13 May, 2020
Necessity, so it’s said, is the mother of invention. And so it has proved to be for the IBMS.
The Specialist Diploma is a portfolio, work-based qualification undertaken in IBMS-approved training laboratories. Typically taking two years to complete, candidates are expected to work through a set programme in a specific discipline, and then be assessed by an examiner in their training laboratory.
Covid-19 and social distancing has forced a rethink, and the IBMS is now allowing the first virtual assessments.
Shakeela Brown is a Biomedical Scientist who recently completed the portfolio and was one of the first to be assessed virtually in HSL
She and HSL’s Training and Development Manager in Infection Sciences, Ashleigh Dadson-Butt and examiner, Aisha Bari, Senior Biomedical Scientist and Training Officer at Charing Cross Hospital, explain how the new arrangement worked for all parties.
Virtual assessment meant a lot more pre-preparation and communication between all parties. Having agreed the format for her lab tour/viva would be PowerPoint, Shakeela then had to photograph the entire lab and her featured specimens – all the while being compliant with data protection. “This allowed me to show the examiner the different sections within the Department, including the analysers and equipment that is used. I also took images of myself performing some of the tests, such as reading CSF cell counts to add a personal feel to the virtual tour.”
Shakeela then had to take her examination from home.
Notwithstanding some technical challenges, she completed the specialist exam in the usual format, with Aisha able to ask questions.
So, did the new way work? “Yes,” says Ashleigh, “I think as long as there is open communication between the trainer, examiner and candidate about the structure of the day and it’s well organised and the IT is checked with a dry run then it is just as useful as an examination in person.”
Will the format be extended after social distancing restrictions are lifted? Aisha thinks it could: “It’s definitely a solution to how portfolios can be assessed in the future where it is not always possible to attend the laboratory. Virtual assessments could reduce the wait for candidates.”

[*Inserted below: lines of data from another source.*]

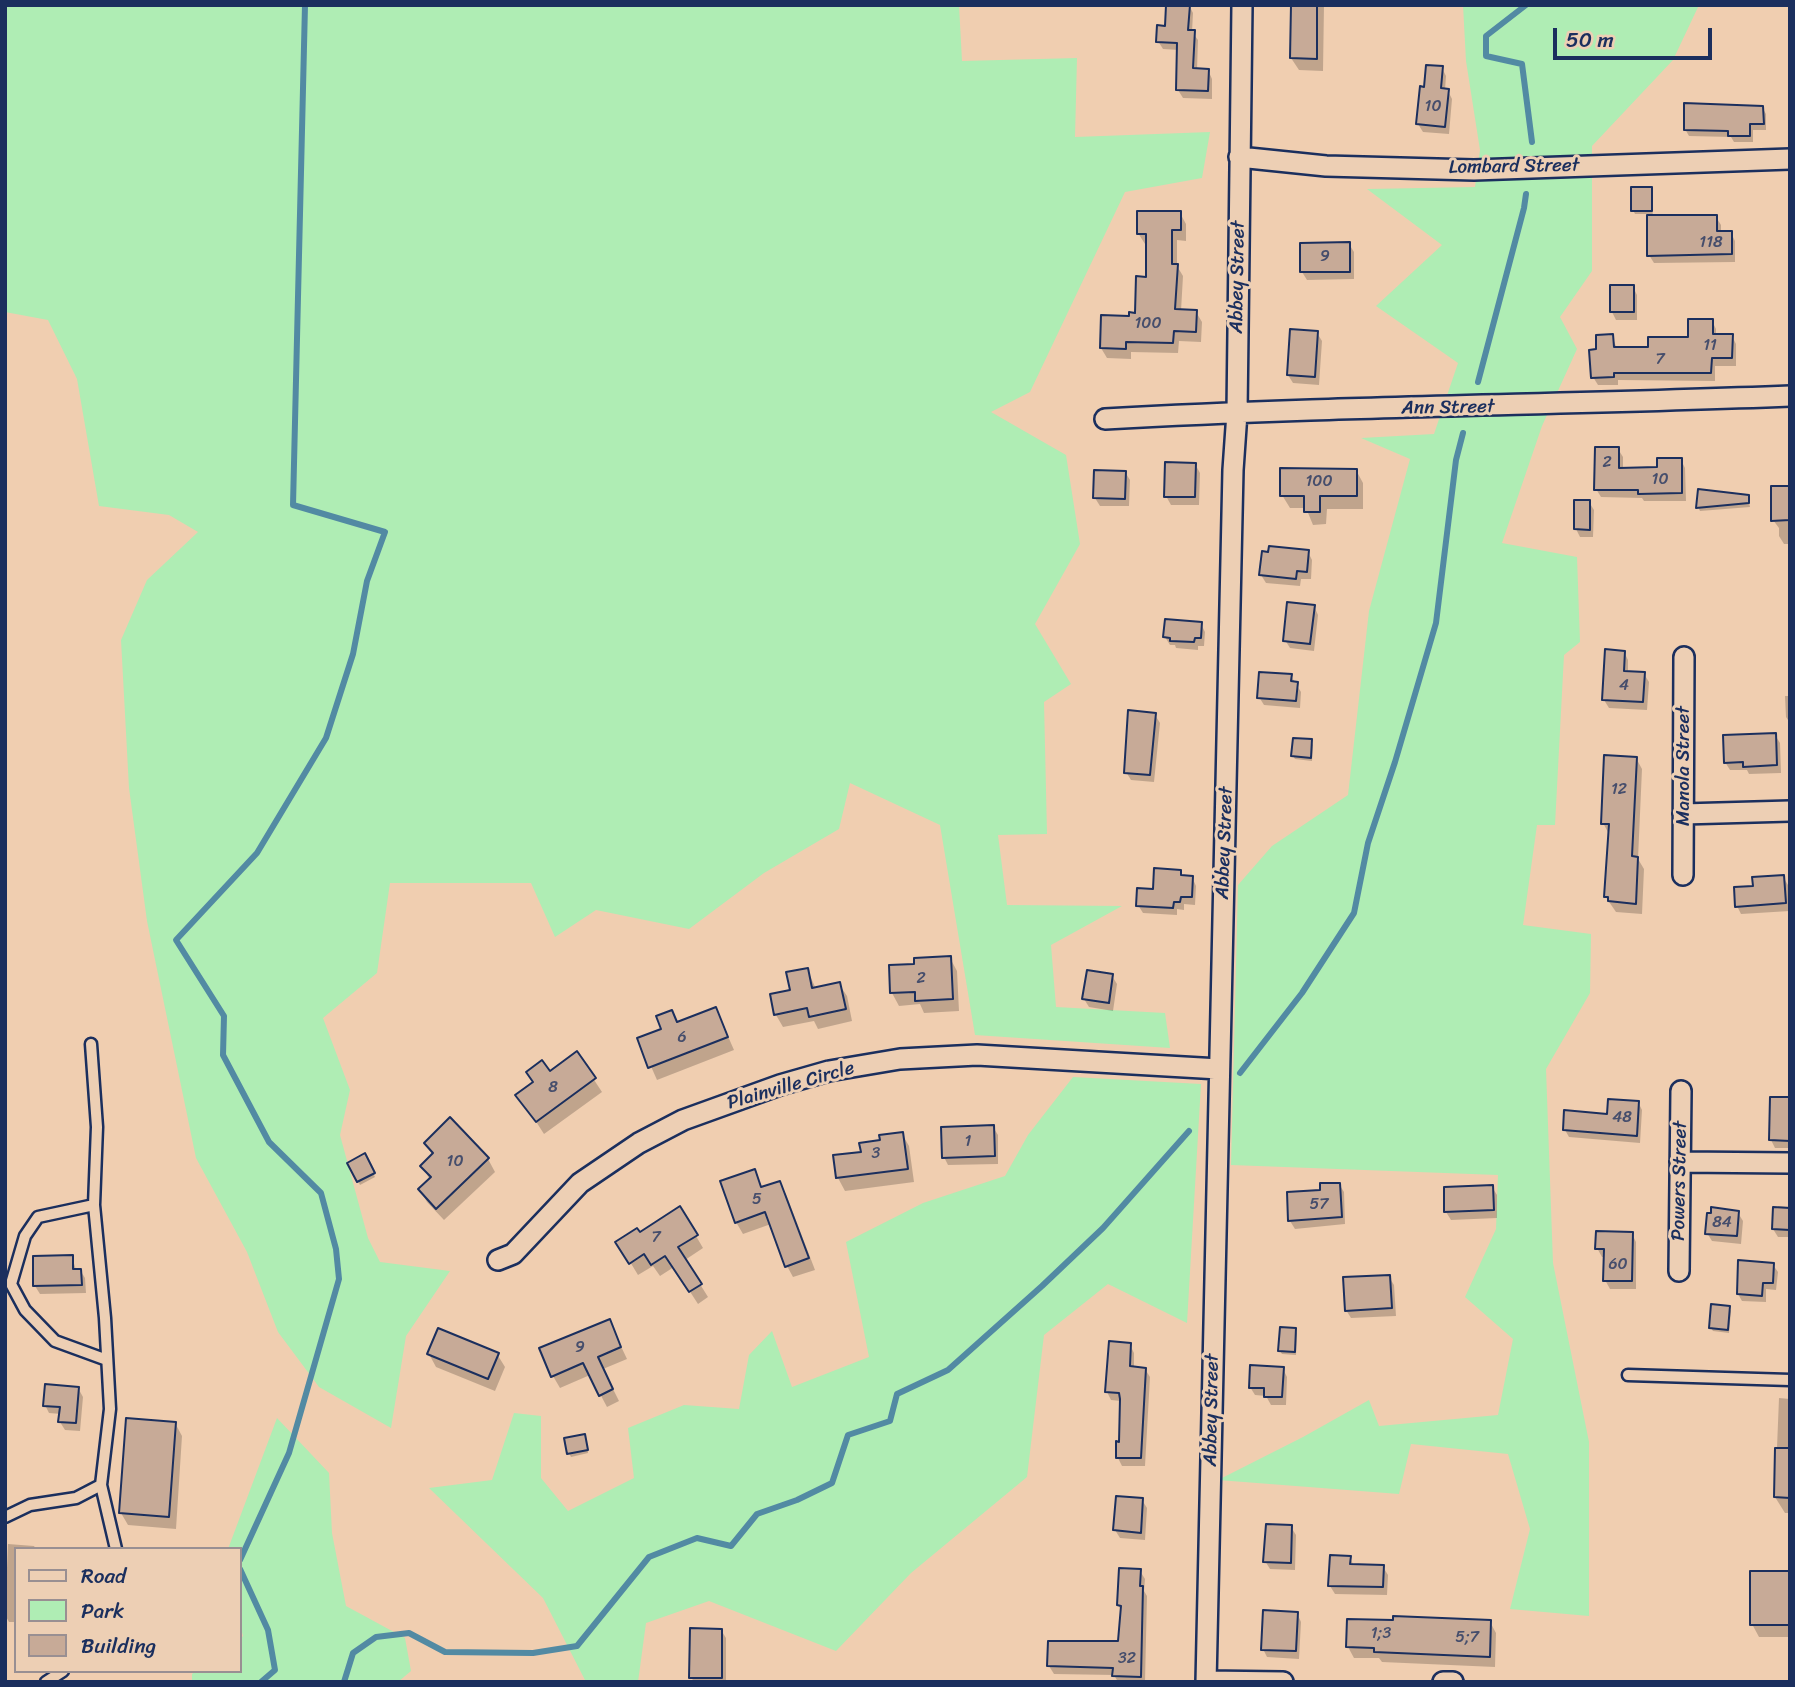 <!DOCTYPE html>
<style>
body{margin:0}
#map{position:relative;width:1795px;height:1687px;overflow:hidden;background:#f0ceb0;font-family:Sriracha,sans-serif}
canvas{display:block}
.frame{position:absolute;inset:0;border:7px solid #1b2f5e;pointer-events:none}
.legend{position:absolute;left:14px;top:1547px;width:228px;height:126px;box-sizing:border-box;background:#edcfb4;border:2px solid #998f92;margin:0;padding:9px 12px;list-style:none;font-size:21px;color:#1b2f5e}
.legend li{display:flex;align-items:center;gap:14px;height:35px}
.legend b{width:35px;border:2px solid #998f92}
.scale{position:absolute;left:1553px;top:28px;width:159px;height:32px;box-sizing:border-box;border:4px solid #1b2f5e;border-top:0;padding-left:9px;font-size:21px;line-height:24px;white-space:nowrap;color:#1b2f5e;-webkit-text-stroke:5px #edcfb4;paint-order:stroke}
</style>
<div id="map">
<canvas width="1795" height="1687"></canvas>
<div class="frame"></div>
<ul class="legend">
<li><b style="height:9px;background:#edcfb4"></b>Road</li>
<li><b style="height:19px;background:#afedb4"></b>Park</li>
<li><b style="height:19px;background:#c7aa97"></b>Building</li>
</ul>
<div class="scale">50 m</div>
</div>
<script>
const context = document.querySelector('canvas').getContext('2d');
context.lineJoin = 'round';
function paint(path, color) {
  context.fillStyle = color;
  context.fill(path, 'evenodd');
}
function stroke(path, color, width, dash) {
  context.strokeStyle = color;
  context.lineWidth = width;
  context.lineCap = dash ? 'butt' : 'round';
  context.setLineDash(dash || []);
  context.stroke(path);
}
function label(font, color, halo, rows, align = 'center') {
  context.font = font + ' Sriracha,sans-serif';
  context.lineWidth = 6;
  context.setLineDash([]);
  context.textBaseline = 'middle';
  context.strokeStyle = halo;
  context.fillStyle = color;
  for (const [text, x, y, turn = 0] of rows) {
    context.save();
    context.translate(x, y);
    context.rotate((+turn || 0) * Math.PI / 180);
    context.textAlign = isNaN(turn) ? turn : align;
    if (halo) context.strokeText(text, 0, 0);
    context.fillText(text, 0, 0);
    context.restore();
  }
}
paint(new Path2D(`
 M5 5H959L962 61 1077 58 1075 137 1210 132 1202 178 1125 192 1030 392 991 412 1066 455 1080 544 1035 624 1071 684 1044 702 1047 834 998 835 1007 905 1122 906 1051 945 1056 1007 1165 1013 1170 1048 975 1035 940 825 850 783 839 829 764 873 689 929 596 910 555 937 531 883H390L377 973 323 1018 350 1090 340 1135 368 1238 380 1262 450 1271 406 1336 391 1428 319 1387 278 1332 247 1252 196 1158 147 921 129 788 121 640 147 580 198 532 169 515 99 506 77 379 48 320 5 312Z
 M1463 5H1699L1673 60 1592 146V271L1560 317 1577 349 1542 426 1502 543 1577 557 1580 642 1564 655 1555 825H1537L1523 925 1591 934 1590 993 1546 1069 1553 1263 1589 1442V1616L1510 1609 1530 1529 1508 1454 1411 1444 1399 1494 1218 1480 1303 1437 1369 1400 1379 1426 1498 1415 1513 1339 1465 1297 1496 1229 1498 1175 1231 1165 1238 885 1272 846 1348 795 1369 611 1410 459 1361 438 1434 434 1458 363 1376 306 1442 245 1367 189 1475 187 1480 150 1466 61Z
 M1073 1077 1201 1084 1187 1323 1108 1284 1044 1335 1027 1477 911 1573 836 1651 709 1601 646 1623 638 1682H586L543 1598 429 1488 492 1480 514 1413 541 1416V1478L568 1511 634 1478 628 1428 684 1405 739 1409 749 1355 772 1331 792 1387 869 1357 846 1242 923 1203 1005 1176 1028 1135Z
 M277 1418 329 1473 332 1533 346 1606 405 1638 411 1671 398 1682H192V1674L196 1671H240V1639L243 1636 240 1625V1549H228Z`), '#afedb4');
paint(new Path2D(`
 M1189 5 1193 13 1192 32 1198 40 1197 70H1208L1212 79V99L1183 98 1178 90 1179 50 1163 49 1158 41 1166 28Z
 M1293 5H1324L1323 71 1299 70 1291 58Z
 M1442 68 1446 76 1445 90 1448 91 1452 99 1449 134 1423 132 1418 124 1426 88Z
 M1762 107 1766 114V130H1753V142H1734L1731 137 1689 136 1685 129Z
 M1651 189 1653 217H1716L1721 225V233H1731L1735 241V262L1654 263 1649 255V214H1635L1633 210Z
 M1180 213 1186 224V241L1177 240V266L1183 276 1181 311 1196 312 1202 322 1201 342 1179 341 1178 353 1131 352V359L1107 358 1101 348 1136 314 1147 278 1148 244H1145L1138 233Z
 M1349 244 1354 252V279L1307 280 1302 272Z
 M1633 287 1637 295V320H1616L1612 312Z
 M1712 321 1716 329V336H1732L1736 344V366H1715V381L1618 380V385H1598L1593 377 1598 351 1612 336 1617 349H1649L1689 338Z
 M1317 333 1322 341 1319 385 1293 383 1288 375Z
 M1618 449 1623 457V469H1659L1681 460 1685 468 1686 501H1644L1642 498 1601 497 1596 489Z
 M1195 464 1200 473 1199 505H1171L1166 496Z
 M1356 470 1363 483V509H1327L1326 524 1313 525 1306 508H1290L1282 495Z
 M1125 472 1130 480 1129 506H1100L1095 498Z
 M1790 488V544H1784L1779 536V528L1773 520Z
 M1748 497 1750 507 1700 511 1698 507Z
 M1589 502 1594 510 1593 537H1580L1576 529Z
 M1308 552 1312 560 1311 579H1301L1300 586 1266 583 1261 575 1270 554Z
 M1314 606 1318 615 1314 651 1290 648 1285 640Z
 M1201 624 1205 632 1204 646H1198V650L1176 648 1175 645H1170L1165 637Z
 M1624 652 1628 660V673L1644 674 1649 682 1647 710 1609 708 1604 700Z
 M1291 676 1301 692 1300 708 1264 705 1259 697Z
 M1785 696H1790V723L1786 717Z
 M1155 715 1160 723 1154 782 1131 780 1126 772Z
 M1775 735 1780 743 1781 773 1749 774 1747 770H1730L1725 762Z
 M1311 741 1313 745 1312 761 1295 759 1293 756Z
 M1636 758 1642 769 1638 859 1644 869 1642 914 1616 912 1605 896 1609 834 1603 823Z
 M1180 872 1183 877H1192L1196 886 1195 905 1184 904V910L1177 909V915L1143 913 1138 905Z
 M1783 877 1788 885 1790 911 1741 914 1737 906 1755 887Z
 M950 958 957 971 959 1011 924 1013 920 1004 899 1006 892 993 916 965Z
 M807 969 816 989 839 984 847 996 852 1021 818 1029 814 1021 783 1027 776 1015Z
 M1112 976 1117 984 1113 1011 1089 1007 1084 999Z
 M716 1009 734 1050 657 1080 639 1039Z
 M577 1054 602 1092 544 1134 526 1106 550 1073Z
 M1790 1099V1148H1775L1771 1140Z
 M1638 1102 1642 1110 1640 1143 1569 1137 1565 1130 1608 1116Z
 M993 1127 998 1135V1164L948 1165 944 1157Z
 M902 1134 909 1146 914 1182 845 1191 838 1178 835 1157 863 1153 882 1142Z
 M426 1144 488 1159 495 1172 444 1220 427 1202 420 1190 430 1180 422 1166 433 1156Z
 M364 1156 375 1177 360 1185 349 1163Z
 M754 1171 763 1189 779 1183 786 1194 815 1270 793 1277 787 1266 771 1224 743 1234 736 1222Z
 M1339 1184 1344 1192 1345 1224 1295 1229 1290 1221Z
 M1492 1187 1497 1195V1218L1451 1220 1446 1212Z
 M1778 1206 1790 1207V1237H1778L1773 1229Z
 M1738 1213 1743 1221 1741 1244 1712 1241 1707 1233Z
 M639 1234 696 1236 703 1248 685 1260 708 1297 698 1304 674 1267 660 1276 653 1266 638 1275 618 1242Z
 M1632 1234 1636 1242V1289H1610L1605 1280V1257H1602L1597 1248Z
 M72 1257 76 1270H80L85 1278 86 1293 40 1294 35 1286Z
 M1773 1265 1778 1272 1776 1290 1766 1289V1302L1742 1301 1738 1294Z
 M1389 1277 1394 1285 1396 1316 1351 1318 1346 1310Z
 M1729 1308 1731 1311 1729 1333 1713 1331 1711 1328Z
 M609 1321 627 1359 603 1369 619 1401 607 1407 590 1375 560 1388 553 1376Z
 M1295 1330 1297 1333 1296 1355 1282 1354 1280 1351Z
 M1130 1345 1134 1353V1368L1145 1369 1150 1377 1145 1466H1122L1118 1458 1121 1444V1401L1111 1400 1107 1392Z
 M429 1354H497L505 1367 495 1391 436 1367Z
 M1283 1369 1287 1377 1286 1405H1271L1266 1396 1255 1395 1250 1387Z
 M78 1388 83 1397 80 1431 65 1430 60 1422 61 1414 49 1413 45 1405Z
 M1779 1398 1790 1399V1513H1785L1775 1497Z
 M175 1423 182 1436 176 1529 128 1525 121 1513Z
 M586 1439 588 1453 571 1457 569 1453Z
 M1142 1500 1147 1508 1145 1540 1120 1538 1115 1530Z
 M1291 1527 1296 1535 1295 1570 1270 1569 1265 1561Z
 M8 1544 34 1546 36 1549H16V1622H9L5 1615Z
 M1350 1558 1354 1566 1383 1567 1388 1575 1387 1595 1335 1594 1330 1586Z
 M1140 1571 1145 1579 1144 1591 1147 1596 1145 1682H1118L1114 1675 1054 1674 1049 1666 1119 1643 1122 1611 1118 1605Z
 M1790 1573V1637H1759L1752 1624Z
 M1297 1613 1301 1622 1299 1659 1267 1657 1263 1649Z
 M1394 1622H1490L1496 1633 1495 1667 1382 1662 1379 1658H1354L1348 1647Z
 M721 1630 726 1638V1682H694L691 1677Z`), '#0003');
stroke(new Path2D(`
 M1526 5 1486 36V56L1522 64 1532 142
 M1478 382 1524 208 1526 194
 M1240 1073 1302 993 1354 913 1368 843 1395 762 1436 623 1456 460 1463 433
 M240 1560 289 1453 339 1279 336 1249 321 1193 269 1142 223 1055 224 1016 176 940 257 853 326 738 353 654 367 581 385 532 293 505 305 5
 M240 1569 268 1630 275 1670 261 1682
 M344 1682 353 1653 376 1637 409 1633 445 1652 533 1653 577 1646 649 1557 697 1538 731 1546 757 1514 797 1500 832 1483 848 1435 890 1421 897 1394 948 1370 1042 1286 1103 1228 1189 1131`), '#528aa3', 6);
const building = new Path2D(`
 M1166 5H1190L1188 30H1195L1193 68 1209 69 1208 91 1176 90 1177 43 1156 42 1157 25 1165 26Z
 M1291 5H1317V59L1290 58Z
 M1426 65 1443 66 1441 88 1449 89 1445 127 1416 124 1420 86 1424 87Z
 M1684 103 1763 106 1764 124H1750V136H1728V131L1684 130Z
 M1631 187H1652V211H1631Z
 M1137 211H1181V230H1172V264H1178L1175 309 1197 310 1196 332 1174 331 1173 343 1126 342V349L1100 348 1101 315 1129 316V312L1135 313 1136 276 1146 277V234H1137Z
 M1647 215H1717V231H1732V254L1647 256Z
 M1350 242V272H1300V243Z
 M1610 285H1634V312H1610Z
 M1688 319H1713V334H1733L1732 358H1712L1711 373H1614V377L1591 378 1589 350 1596 349V335L1613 334 1614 347H1648V337H1688Z
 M1290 329 1318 331 1315 377 1287 375Z
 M1595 447H1619V468L1657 467V458H1682V493L1638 494V490H1594Z
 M1165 462 1196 463 1195 497H1164Z
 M1280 468 1357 469V496H1320V512H1304V496H1280Z
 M1094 470 1126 471 1125 499 1093 498Z
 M1771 486H1790V520L1771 521Z
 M1698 489 1749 495V503L1696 508Z
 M1574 500H1590V530L1574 529Z
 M1269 546 1309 550 1307 572 1297 571 1296 579 1259 575 1262 551 1268 552Z
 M1287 602 1315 605 1310 644 1283 641Z
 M1165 619 1202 622 1201 638H1195L1194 642 1170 641V638L1163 637Z
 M1605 649 1625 651 1624 671 1645 672 1643 702 1602 700Z
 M1259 672 1292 674 1291 681 1298 682 1296 701 1257 698Z
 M1128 710 1156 713 1150 775 1124 773Z
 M1776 733 1777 765 1743 767V762L1724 763 1723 735Z
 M1293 738 1312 739 1311 758 1291 756Z
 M1604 755 1637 757 1632 856 1638 857 1636 904 1608 901V897H1604L1609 824H1601Z
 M1154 868 1181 870V875L1193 876 1192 897H1181L1180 902H1174L1173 908 1136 906 1137 888 1153 889Z
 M1784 875 1786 903 1735 907 1734 887 1753 886 1752 877Z
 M951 956 953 999 915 1001V992L890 993 889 965 914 964V958Z
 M808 968 812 988 840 982 846 1009 809 1017 807 1008 774 1015 770 994 790 990 786 972Z
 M1087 970 1113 974 1109 1003 1082 999Z
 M716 1007 728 1037 648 1068 637 1038 661 1029 656 1016 672 1010 677 1022Z
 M577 1051 596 1078 536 1122 515 1095 533 1082 526 1072 542 1060 550 1071Z
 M1770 1097H1790V1141L1769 1140Z
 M1608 1099 1639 1101 1637 1136 1563 1130 1564 1110 1607 1114Z
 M450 1117 489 1158 436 1209 418 1189 431 1177 420 1166 433 1153 424 1143Z
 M994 1125 995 1156 942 1158 941 1127Z
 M903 1132 908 1169 836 1178 833 1155 861 1152 859 1143 880 1140 879 1135Z
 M365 1153 375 1173 357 1182 347 1163Z
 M755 1169 761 1187 780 1181 809 1258 785 1267 765 1212 735 1223 720 1181Z
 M1320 1183H1340L1342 1217 1288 1221 1287 1192 1320 1190Z
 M1493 1185 1494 1210 1444 1212V1187Z
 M680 1206 698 1235 678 1247 702 1284 689 1292 665 1256 651 1265 644 1254 629 1264 615 1242 637 1228 640 1232Z
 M1711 1207 1739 1211 1737 1236 1705 1234 1707 1213H1711Z
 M1773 1207 1790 1208V1230L1772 1229Z
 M1596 1231 1633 1232 1632 1281H1603L1604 1249H1595Z
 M73 1255V1269H81L82 1285 33 1286V1256Z
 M1738 1260 1774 1263 1773 1283H1763L1762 1296 1737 1294Z
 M1390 1275 1392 1308 1345 1311 1343 1277Z
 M1711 1304 1730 1306 1728 1330 1709 1328Z
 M610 1319 621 1347 598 1357 613 1389 599 1396 583 1363 551 1377 539 1348Z
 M1280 1327 1296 1328 1295 1352 1278 1351Z
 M438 1328 499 1353 488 1379 427 1354Z
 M1109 1341 1131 1343 1130 1366 1146 1368 1141 1458H1116V1441L1119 1442 1120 1399 1119 1393 1105 1392Z
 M1250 1365 1284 1367 1282 1397H1264V1388H1249Z
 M45 1384 79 1387 76 1423 58 1422 60 1407 43 1406Z
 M126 1418 176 1422 169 1517 119 1513Z
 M585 1434 588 1450 567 1454 564 1438Z
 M1775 1448H1790V1498L1774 1497Z
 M1116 1496 1143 1498 1141 1533 1113 1530Z
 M1266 1524 1292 1525 1291 1563 1263 1562Z
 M1330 1555 1351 1556 1350 1564 1384 1565 1383 1587 1328 1586Z
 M1119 1568 1141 1569 1140 1586H1143L1141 1677 1112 1676 1113 1668 1047 1666 1048 1641H1118L1121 1606 1117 1605Z
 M1750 1571H1790V1625H1750Z
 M1263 1610 1298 1612 1296 1651 1261 1650Z
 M1393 1616 1491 1620 1490 1657 1374 1652V1648L1346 1647 1347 1619 1393 1620Z
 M690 1628 722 1629V1678H689Z`);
paint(building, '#c7aa97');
stroke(building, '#1b2f5e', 2);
const service = new Path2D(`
 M91 1044 97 1127 94 1205 105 1318 110 1409 101 1485 116 1549
 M94 1205 38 1217 25 1236 11 1284 25 1310 55 1341 107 1360
 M1628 1375 1790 1380
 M5 1517 30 1505 76 1498 101 1485
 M46 1682 63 1671`);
const minor = new Path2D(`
 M1239 157 1326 166 1474 170 1790 159
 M1105 419C1333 406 1562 405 1790 396
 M1683 814 1790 811
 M1683 875 1684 657
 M1680 1162 1790 1163
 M498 1260 513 1254 580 1183 639 1143 683 1120 780 1085 829 1071 900 1059 977 1055 1219 1069
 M1679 1271 1681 1091
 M1206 1681 1283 1682
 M1206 1682 1233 470 1237 413 1242 5
 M1443 1682H1453`);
stroke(service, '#1b2f5e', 15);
stroke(minor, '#1b2f5e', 24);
stroke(service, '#edcfb4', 10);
stroke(minor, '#edcfb4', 19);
label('16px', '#464e6c', null, [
 ["10",1433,107],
 ["118",1711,243],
 ["9",1325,257],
 ["100",1148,324],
 ["11",1710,346],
 ["7",1660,360],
 ["2",1607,463],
 ["10",1660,480],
 ["100",1319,482],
 ["4",1624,686],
 ["12",1619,790],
 ["2",921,979],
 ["6",682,1038],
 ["8",553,1088],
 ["48",1622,1118],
 ["1",968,1142],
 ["3",876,1154],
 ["10",455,1162],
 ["5",757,1200],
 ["57",1319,1205],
 ["84",1722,1223],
 ["7",656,1238],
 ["60",1618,1265],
 ["9",580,1348],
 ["1;3",1381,1634],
 ["5;7",1467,1638],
 ["32",1127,1659]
]);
label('19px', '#1b2f5e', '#edcfb4', [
 ["Lombard Street",1514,167,-1],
 ["Abbey Street",1238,277,-89],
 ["Ann Street",1448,408,-1],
 ["Manola Street",1684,766,-90],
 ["Abbey Street",1225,843,-88],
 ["Plainville Circle",791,1086,-16],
 ["Powers Street",1680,1181,-89],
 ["Abbey Street",1212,1410,-89]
]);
</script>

Shakeela says she enjoys the interaction a “normal” exam allows but acknowledges the virtual exam is a great alternative. Ashleigh adds that if standards are maintained and guidance followed, the experiment may actually improve the system of portfolio assessments, especially for candidates who in the past have had to wait a long time for an examiner to become available.
HSL’s Head of Scientific Training, Wendy Leversuch, supported Ashleigh and Shakeela in preparing for the virtual assessment and was pleased with the outcome. She added, “Shakeela’s was the first specialist portfolio completed in its entirety in our Infection Sciences department. The comments made by the examiner in her report reflect our commitment to training and show the hard work of both Shakeela, Ashleigh and all the staff involved in training.”
And, the most important question of all – how did Shakeela do? Very well! She is now the proud holder of the IBMS Specialist Diploma in Medical Microbiology. She now hopes to undertake a Masters in Medical Microbiology and conduct research into plant-based extracts for treatments. Congratulations to Shakeela.